§ Directions: Write out every line below that contains "display".

§ Data shown:
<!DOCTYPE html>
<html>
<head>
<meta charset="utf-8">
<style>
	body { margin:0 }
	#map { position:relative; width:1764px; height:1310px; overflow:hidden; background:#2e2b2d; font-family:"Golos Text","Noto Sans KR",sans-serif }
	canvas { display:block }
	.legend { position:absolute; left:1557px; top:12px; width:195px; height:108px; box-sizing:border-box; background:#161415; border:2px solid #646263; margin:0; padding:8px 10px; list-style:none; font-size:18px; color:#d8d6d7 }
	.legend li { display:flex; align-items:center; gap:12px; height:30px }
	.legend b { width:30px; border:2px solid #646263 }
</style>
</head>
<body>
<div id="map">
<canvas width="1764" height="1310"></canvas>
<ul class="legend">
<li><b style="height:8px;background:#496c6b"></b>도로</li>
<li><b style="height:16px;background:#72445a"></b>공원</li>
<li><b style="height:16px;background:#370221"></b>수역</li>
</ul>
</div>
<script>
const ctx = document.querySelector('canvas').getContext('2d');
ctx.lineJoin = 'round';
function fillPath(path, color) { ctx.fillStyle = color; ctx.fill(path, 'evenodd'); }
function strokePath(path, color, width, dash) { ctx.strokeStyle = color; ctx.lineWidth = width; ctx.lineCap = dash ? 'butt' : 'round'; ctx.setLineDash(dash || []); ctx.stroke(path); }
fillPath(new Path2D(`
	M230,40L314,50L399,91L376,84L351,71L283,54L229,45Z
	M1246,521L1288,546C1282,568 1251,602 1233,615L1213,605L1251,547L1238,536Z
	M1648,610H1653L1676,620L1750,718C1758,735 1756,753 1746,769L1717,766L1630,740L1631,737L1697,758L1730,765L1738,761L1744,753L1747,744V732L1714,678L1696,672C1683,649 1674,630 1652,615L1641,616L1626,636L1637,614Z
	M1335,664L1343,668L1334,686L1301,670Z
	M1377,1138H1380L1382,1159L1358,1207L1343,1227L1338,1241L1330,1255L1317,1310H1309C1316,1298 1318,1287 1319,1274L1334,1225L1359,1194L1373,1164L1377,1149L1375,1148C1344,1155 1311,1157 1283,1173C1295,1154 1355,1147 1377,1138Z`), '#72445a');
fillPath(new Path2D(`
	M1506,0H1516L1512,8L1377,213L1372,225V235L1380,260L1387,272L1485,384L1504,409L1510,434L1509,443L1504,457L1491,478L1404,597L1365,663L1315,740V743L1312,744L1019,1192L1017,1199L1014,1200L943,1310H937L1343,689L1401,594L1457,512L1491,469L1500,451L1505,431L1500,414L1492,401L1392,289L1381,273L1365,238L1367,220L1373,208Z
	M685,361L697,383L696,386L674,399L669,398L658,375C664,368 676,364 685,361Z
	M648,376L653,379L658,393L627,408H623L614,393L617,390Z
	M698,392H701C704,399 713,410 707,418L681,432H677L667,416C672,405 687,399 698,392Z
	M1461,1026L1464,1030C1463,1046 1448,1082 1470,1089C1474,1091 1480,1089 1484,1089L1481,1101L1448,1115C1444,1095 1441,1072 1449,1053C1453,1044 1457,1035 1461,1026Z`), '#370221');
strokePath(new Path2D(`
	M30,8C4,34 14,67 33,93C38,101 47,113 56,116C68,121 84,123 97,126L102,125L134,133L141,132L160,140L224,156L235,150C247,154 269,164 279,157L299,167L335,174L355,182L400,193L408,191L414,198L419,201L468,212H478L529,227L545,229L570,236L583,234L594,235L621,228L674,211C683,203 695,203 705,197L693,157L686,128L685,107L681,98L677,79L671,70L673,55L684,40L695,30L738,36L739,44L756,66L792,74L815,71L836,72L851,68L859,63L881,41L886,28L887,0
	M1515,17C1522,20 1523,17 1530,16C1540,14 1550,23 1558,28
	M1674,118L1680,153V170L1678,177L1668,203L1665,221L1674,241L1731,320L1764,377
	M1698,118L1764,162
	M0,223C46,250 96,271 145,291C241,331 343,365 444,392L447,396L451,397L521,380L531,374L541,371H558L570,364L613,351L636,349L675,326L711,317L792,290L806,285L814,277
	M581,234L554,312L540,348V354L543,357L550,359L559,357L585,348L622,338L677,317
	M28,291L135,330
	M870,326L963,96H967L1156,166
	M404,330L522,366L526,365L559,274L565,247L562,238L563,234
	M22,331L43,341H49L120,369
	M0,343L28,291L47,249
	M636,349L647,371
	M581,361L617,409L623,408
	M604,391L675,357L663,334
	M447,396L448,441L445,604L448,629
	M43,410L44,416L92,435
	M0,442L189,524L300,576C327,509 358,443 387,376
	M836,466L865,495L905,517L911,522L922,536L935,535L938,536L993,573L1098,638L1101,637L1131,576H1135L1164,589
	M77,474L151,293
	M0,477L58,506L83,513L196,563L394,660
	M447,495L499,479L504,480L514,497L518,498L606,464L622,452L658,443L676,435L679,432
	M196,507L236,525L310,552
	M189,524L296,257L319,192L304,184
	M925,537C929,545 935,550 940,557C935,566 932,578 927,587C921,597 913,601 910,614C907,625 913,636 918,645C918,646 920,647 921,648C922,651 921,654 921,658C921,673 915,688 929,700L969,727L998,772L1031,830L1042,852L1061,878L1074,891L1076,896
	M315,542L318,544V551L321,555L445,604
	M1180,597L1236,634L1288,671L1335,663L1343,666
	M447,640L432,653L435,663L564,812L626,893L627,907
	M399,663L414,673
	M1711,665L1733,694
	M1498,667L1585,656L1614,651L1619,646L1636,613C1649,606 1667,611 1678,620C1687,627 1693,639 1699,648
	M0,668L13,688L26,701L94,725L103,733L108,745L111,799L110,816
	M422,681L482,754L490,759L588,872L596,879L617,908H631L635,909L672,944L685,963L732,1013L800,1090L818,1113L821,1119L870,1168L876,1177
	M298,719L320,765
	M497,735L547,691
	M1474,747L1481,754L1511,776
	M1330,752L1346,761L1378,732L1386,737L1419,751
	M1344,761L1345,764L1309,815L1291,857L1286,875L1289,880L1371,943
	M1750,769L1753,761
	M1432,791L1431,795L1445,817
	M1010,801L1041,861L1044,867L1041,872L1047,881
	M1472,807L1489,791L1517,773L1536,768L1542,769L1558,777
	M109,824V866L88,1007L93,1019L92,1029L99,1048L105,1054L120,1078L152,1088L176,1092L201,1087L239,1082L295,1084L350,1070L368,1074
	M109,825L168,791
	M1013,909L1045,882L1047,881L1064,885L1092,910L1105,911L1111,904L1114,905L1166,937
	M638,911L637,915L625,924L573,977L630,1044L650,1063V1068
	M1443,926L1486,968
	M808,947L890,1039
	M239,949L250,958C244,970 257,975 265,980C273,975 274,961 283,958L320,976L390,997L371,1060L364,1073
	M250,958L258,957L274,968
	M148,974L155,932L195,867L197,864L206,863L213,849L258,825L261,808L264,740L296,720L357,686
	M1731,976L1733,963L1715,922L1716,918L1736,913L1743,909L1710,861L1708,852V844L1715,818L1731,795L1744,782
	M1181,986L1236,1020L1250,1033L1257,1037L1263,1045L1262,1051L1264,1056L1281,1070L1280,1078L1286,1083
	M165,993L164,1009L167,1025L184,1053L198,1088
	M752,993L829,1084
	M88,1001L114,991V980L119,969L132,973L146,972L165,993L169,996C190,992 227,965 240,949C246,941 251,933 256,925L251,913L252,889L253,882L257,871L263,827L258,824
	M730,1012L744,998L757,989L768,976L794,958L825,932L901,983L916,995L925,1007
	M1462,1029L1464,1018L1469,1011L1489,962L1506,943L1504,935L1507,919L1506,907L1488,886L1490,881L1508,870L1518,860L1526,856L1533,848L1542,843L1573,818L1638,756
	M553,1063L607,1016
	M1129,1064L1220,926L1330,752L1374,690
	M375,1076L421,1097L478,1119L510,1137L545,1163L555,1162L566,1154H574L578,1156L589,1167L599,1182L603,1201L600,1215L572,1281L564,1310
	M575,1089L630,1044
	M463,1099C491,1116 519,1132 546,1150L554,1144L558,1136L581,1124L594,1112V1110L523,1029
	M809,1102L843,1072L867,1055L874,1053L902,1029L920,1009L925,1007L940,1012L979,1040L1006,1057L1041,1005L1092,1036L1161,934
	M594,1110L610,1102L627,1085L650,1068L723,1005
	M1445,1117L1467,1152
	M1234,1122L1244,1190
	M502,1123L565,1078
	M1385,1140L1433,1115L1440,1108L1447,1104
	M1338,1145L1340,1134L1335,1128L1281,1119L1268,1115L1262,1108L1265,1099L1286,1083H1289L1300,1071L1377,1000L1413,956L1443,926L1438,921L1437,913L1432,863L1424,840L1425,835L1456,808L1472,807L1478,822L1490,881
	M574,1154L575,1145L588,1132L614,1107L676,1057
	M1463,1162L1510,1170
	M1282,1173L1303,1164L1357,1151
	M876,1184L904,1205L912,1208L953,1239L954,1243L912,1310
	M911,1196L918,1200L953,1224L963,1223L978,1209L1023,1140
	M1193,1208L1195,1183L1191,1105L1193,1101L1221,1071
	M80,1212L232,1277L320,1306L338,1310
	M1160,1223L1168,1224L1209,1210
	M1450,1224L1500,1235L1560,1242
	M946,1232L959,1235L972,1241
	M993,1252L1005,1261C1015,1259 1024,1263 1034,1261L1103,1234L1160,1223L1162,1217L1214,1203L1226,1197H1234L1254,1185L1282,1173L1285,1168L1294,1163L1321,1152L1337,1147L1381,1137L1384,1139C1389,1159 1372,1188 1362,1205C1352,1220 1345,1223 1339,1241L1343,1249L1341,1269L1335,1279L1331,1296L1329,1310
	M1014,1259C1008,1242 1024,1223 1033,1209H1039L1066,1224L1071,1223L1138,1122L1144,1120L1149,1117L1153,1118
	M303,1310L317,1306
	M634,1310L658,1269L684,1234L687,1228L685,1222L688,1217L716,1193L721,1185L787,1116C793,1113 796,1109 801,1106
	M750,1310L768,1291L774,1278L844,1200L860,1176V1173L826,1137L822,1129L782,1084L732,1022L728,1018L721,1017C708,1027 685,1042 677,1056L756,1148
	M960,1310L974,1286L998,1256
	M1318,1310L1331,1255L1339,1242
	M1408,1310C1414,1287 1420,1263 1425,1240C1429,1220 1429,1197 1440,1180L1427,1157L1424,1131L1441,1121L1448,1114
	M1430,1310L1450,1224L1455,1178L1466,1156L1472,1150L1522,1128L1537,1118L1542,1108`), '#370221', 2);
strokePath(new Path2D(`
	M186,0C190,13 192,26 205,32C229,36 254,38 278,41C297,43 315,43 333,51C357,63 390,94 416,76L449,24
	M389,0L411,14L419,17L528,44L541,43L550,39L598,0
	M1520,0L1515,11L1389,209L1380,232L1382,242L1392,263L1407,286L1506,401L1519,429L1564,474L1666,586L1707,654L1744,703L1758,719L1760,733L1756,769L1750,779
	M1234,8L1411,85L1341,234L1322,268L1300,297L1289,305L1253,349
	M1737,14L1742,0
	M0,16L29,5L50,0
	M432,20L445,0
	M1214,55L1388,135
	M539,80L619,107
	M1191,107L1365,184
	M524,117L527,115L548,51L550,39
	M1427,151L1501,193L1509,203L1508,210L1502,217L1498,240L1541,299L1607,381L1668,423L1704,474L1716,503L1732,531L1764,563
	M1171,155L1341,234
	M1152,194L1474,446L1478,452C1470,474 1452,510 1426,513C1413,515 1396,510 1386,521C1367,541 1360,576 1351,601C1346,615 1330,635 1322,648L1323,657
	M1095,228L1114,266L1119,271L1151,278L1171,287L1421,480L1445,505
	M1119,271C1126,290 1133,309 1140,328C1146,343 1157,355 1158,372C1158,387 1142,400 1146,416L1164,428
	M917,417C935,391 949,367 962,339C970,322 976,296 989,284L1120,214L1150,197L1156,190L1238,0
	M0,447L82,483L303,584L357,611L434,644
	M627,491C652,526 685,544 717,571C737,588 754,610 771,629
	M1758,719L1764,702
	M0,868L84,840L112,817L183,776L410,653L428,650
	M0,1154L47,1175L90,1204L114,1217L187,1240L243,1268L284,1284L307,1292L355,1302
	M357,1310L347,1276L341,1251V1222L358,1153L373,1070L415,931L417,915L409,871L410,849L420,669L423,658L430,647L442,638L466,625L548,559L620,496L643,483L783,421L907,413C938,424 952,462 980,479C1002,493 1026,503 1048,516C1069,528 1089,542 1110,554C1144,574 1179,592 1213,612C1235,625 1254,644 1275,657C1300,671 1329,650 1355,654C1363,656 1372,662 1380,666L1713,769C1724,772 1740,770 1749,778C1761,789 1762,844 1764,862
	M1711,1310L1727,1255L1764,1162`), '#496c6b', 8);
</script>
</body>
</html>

§ Solution for this exercise:
	canvas { display:block }
	.legend li { display:flex; align-items:center; gap:12px; height:30px }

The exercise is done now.